Sullivan writes: "The Trump effect is a straight line from years of his hateful rhetoric to real-world danger. It's a line that goes directly from disrespect to pipe bomb."
Mail bombing suspect's van. (photo: Twitter)
The Connection Between Hateful Rhetoric and Terrorizing Acts Is Glaringly Obvious, but Some Refuse to See It
26 October 18
he gesture was small, but it contained multitudes.
At a raucous rally in Montana last week, a Trump supporter — juiced up by the president’s crude praise of a congressman who body-slammed a reporter — looked directly at CNN reporter Jim Acosta.
Then he ran his thumb across his throat. And laughed.
Later, Acosta described “the Trump effect.”
“It has normalized and sanitized nastiness and cruelty in a way that I just never thought I would see,” he said, shortly after that Montana rally.
The Trump effect is a straight line from years of his hateful rhetoric to real-world danger. It’s a line that goes directly from disrespect to pipe bomb.
And — almost inevitably — it will eventually go from failed attempt to spilled blood.
If you can’t see it, you aren’t looking.
But on Wednesday, plenty of people weren’t looking.
The news reports of bombs sent to the most frequent objects of President Trump’s sustained criticism brought a torrent of nonsense. This was a false-flag operation, some charged, instigated by Trump’s enemies to bring sympathy.
Ann Coulter tweeted that bombs have been, throughout history, “a liberal tactic.”
And radio behemoth Rush Limbaugh, as quoted in HuffPost, jumped in with his view that Republicans don’t do this sort of thing, and a Democratic operative was the more likely culprit.
But let’s get real. Everyone targeted by the pipe bombs had been the subject of endless hours of Fox News commentary. The list of targets read like Sean Hannity’s pre-broadcast crib notes: Hillary Clinton, President Barack Obama and former CIA chief John Brennan — and, as the representative of evil mainstream media — CNN.
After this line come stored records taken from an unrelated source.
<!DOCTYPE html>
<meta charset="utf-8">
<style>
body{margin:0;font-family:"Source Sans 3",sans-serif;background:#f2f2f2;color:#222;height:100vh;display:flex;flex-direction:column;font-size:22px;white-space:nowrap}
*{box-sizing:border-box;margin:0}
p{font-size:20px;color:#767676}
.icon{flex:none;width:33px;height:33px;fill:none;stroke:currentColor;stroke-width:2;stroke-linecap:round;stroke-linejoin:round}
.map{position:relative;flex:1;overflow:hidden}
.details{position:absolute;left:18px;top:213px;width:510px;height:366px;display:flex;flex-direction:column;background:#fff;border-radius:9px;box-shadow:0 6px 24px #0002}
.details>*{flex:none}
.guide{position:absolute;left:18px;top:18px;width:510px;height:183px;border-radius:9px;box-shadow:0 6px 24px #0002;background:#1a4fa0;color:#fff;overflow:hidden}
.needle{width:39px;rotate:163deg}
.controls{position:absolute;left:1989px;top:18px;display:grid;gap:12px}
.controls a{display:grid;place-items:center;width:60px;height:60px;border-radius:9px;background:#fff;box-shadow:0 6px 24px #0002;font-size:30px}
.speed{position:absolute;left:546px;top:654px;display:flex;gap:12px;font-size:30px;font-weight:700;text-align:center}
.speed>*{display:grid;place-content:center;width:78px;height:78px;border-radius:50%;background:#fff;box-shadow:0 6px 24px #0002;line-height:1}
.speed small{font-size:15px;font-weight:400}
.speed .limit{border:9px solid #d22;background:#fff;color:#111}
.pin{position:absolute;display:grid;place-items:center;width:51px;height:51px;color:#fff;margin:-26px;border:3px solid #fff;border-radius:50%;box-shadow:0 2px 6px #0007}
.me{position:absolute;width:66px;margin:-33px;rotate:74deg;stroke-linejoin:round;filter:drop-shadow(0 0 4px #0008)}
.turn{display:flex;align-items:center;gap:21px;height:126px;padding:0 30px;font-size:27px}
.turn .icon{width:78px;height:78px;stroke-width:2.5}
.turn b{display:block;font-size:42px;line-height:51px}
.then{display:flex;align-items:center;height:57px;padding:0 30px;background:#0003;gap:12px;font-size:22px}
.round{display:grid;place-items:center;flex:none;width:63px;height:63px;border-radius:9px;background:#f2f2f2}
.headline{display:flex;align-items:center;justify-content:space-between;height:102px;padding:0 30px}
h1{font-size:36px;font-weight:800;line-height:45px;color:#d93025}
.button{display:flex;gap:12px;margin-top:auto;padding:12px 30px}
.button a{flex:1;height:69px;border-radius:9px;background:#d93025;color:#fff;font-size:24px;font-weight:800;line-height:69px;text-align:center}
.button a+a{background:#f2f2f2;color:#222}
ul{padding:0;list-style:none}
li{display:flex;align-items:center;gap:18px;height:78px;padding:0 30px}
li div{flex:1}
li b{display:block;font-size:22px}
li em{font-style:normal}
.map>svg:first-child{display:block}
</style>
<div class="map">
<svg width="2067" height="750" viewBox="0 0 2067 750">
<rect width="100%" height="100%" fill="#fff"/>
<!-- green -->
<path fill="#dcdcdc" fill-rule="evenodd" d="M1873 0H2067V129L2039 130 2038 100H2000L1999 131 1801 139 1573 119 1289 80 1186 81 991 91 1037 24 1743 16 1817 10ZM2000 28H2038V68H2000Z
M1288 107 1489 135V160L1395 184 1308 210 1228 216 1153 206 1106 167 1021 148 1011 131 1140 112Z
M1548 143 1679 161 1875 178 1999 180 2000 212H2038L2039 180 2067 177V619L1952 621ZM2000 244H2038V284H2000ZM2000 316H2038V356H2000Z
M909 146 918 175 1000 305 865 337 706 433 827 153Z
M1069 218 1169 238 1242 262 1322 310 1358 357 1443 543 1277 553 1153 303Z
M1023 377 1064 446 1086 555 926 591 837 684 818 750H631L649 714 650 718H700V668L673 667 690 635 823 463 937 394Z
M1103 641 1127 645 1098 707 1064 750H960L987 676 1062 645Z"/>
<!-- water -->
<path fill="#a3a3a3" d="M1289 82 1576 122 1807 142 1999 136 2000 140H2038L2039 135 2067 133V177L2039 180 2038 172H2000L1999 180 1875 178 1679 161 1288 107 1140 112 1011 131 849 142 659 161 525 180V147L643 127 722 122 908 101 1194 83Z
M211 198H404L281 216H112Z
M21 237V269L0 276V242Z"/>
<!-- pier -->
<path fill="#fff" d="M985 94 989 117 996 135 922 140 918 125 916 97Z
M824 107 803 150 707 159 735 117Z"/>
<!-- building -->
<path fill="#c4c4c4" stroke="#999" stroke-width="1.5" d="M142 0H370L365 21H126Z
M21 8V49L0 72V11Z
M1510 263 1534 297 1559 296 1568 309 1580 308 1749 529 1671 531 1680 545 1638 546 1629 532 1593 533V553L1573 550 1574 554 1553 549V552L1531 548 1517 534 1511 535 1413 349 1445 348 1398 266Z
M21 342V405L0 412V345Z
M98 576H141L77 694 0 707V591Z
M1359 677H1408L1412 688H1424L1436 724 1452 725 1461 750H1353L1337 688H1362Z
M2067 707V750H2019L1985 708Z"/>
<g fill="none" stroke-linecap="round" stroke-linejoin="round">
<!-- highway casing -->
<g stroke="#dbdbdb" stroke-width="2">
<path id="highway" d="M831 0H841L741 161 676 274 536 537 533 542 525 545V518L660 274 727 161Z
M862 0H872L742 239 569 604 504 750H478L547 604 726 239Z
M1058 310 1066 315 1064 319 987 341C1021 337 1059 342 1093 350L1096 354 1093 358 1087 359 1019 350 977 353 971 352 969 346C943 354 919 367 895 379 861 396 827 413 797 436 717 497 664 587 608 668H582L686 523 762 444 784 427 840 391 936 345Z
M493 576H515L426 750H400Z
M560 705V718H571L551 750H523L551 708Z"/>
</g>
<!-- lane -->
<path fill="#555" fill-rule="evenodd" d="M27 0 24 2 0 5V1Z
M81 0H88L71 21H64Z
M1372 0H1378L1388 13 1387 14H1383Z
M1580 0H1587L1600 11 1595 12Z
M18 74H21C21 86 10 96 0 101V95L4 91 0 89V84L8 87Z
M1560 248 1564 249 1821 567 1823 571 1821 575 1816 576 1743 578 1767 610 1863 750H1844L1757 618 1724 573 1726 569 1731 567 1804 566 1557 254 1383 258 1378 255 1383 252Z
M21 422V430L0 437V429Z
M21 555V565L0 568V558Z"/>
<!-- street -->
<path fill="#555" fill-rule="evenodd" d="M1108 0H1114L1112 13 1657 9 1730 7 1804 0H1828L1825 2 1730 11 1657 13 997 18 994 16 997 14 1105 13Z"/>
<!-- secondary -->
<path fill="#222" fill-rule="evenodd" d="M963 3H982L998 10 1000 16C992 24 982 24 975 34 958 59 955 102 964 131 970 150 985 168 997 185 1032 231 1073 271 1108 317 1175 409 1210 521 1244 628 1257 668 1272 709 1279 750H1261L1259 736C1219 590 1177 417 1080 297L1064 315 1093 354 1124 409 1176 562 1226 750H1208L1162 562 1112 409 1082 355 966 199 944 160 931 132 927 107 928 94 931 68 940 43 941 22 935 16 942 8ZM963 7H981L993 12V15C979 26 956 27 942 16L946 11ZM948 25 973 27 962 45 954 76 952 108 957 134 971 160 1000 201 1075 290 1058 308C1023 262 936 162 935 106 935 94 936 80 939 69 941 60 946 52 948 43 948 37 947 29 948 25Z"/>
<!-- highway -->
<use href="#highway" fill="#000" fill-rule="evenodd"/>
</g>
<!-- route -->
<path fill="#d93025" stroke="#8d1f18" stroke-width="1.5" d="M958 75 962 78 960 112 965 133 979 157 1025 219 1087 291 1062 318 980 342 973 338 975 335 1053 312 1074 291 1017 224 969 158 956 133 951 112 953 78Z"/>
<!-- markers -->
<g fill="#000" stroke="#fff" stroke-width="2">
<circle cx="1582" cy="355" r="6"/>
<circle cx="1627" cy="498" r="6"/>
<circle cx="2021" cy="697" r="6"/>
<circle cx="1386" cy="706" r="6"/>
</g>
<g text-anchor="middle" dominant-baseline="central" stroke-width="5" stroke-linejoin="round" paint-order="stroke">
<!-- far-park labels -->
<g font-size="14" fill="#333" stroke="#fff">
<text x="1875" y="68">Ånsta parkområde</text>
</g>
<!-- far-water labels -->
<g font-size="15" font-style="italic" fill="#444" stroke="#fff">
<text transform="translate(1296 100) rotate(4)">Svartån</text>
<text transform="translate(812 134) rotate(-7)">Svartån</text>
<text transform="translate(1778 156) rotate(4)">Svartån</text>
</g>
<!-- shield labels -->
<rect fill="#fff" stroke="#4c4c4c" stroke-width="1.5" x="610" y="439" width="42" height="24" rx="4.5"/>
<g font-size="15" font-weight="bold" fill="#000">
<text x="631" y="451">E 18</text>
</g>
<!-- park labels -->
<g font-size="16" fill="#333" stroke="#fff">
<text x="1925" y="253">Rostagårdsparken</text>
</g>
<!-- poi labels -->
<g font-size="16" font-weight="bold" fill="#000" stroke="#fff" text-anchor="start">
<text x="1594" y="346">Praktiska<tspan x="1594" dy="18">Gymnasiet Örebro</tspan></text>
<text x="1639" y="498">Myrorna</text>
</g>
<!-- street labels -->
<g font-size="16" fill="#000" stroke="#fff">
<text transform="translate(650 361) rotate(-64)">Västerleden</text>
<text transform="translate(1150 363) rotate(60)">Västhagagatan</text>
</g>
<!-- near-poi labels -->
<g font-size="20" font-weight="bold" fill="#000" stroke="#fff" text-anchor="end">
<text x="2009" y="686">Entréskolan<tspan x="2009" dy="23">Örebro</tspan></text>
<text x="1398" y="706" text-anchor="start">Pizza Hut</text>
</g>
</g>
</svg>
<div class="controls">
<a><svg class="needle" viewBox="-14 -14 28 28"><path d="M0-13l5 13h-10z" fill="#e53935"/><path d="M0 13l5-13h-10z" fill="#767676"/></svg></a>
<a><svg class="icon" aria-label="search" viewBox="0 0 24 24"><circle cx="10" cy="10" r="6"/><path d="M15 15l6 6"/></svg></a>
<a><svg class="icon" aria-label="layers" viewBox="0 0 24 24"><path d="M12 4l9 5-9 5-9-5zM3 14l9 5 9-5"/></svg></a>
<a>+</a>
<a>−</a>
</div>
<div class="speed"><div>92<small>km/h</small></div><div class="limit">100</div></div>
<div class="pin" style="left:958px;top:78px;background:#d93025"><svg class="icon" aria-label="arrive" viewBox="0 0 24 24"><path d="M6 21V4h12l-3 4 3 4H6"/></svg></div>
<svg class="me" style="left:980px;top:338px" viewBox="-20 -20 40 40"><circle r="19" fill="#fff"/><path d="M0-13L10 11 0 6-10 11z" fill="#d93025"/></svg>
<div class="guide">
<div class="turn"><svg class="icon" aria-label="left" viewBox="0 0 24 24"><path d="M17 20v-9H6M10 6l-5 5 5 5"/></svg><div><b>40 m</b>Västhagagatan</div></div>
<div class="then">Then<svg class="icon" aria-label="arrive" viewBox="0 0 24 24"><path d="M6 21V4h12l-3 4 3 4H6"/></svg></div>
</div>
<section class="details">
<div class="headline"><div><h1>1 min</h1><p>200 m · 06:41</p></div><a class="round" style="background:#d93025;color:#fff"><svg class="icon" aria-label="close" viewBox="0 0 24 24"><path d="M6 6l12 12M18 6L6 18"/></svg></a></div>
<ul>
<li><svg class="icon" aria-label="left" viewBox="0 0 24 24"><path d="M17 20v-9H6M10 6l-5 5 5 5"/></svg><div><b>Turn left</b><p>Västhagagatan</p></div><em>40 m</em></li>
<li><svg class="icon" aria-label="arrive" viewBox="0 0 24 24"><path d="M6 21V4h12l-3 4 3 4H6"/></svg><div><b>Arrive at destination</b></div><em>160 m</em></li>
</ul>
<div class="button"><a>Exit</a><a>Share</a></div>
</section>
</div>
As usual, Trump himself projected blame everywhere but where it belongs.
In what Katie Rogers and Eileen Sullivan of the New York Times described as the president’s “rhetorical jujitsu,” he combined swipes at the news media and Democrats with a call to “come together in peace and harmony.”
And in a reprehensible Thursday-morning tweet, Trump doubled down: “A very big part of the Anger we see today in our society is caused by the purposely false and inaccurate reporting of the Mainstream Media that I refer to as Fake News. . . . Mainstream Media must clean up its act, FAST!”
There is no story now — even one about terrorist acts — that doesn’t devolve into the hyperpartisan blame game, led by the president.
In this case, placing the blame appropriately required nothing but common sense.
CNN boss Jeff Zucker got it right: “There is a total and complete lack of understanding at the White House about the seriousness of their continued attacks on the media. The President, and especially the White House Press Secretary, should understand their words matter. Thus far, they have shown no comprehension of that.”
(That Zucker, both at NBC and at CNN, undoubtedly helped create Trump as president doesn’t take away the truth of his statement. )
There’s real danger in these assaults.
There’s danger in “lock her up,” in birtherism, in retaliating against former CIA director Brennan by revoking his security clearance. There’s danger in calling reporters “the enemy of the people” and in celebrating Montana Congressman Greg Gianforte who roughed up Guardian reporter Ben Jacobs.
Examples abound. Previously a Montana Republican official resigned her post after not only cheering Gianforte’s body-slam but, in remarks on a radio show, taking it an ugly step further:
“If that kid had done to me what he did to Greg, I would have shot him,” she said.
When a gunman shot and killed five employees of the Capital Gazette last summer in Annapolis, Md., it seemed wise not to tie the tragedy to Trump’s anti-media assaults. After all, Jarrod Ramos had been harassing journalists at the small daily newspaper for years, carrying a grudge about coverage of him he found unfair.
Now I’m not so sure. Trump’s rhetoric makes the unthinkable seem possible. Worthy of a second thought — or more.
What I am certain of is that the danger that came from the top — from Trump — will worsen unless he does everything in his power to change.
To model, in words and actions, the peace and unity that he tepidly endorsed on Wednesday.
To recognize his own gargantuan role in the problem, to honestly confront “the Trump effect.”
Of course, there’s no reason to think that will happen.
And so — dreadful as it is to say — we know what will.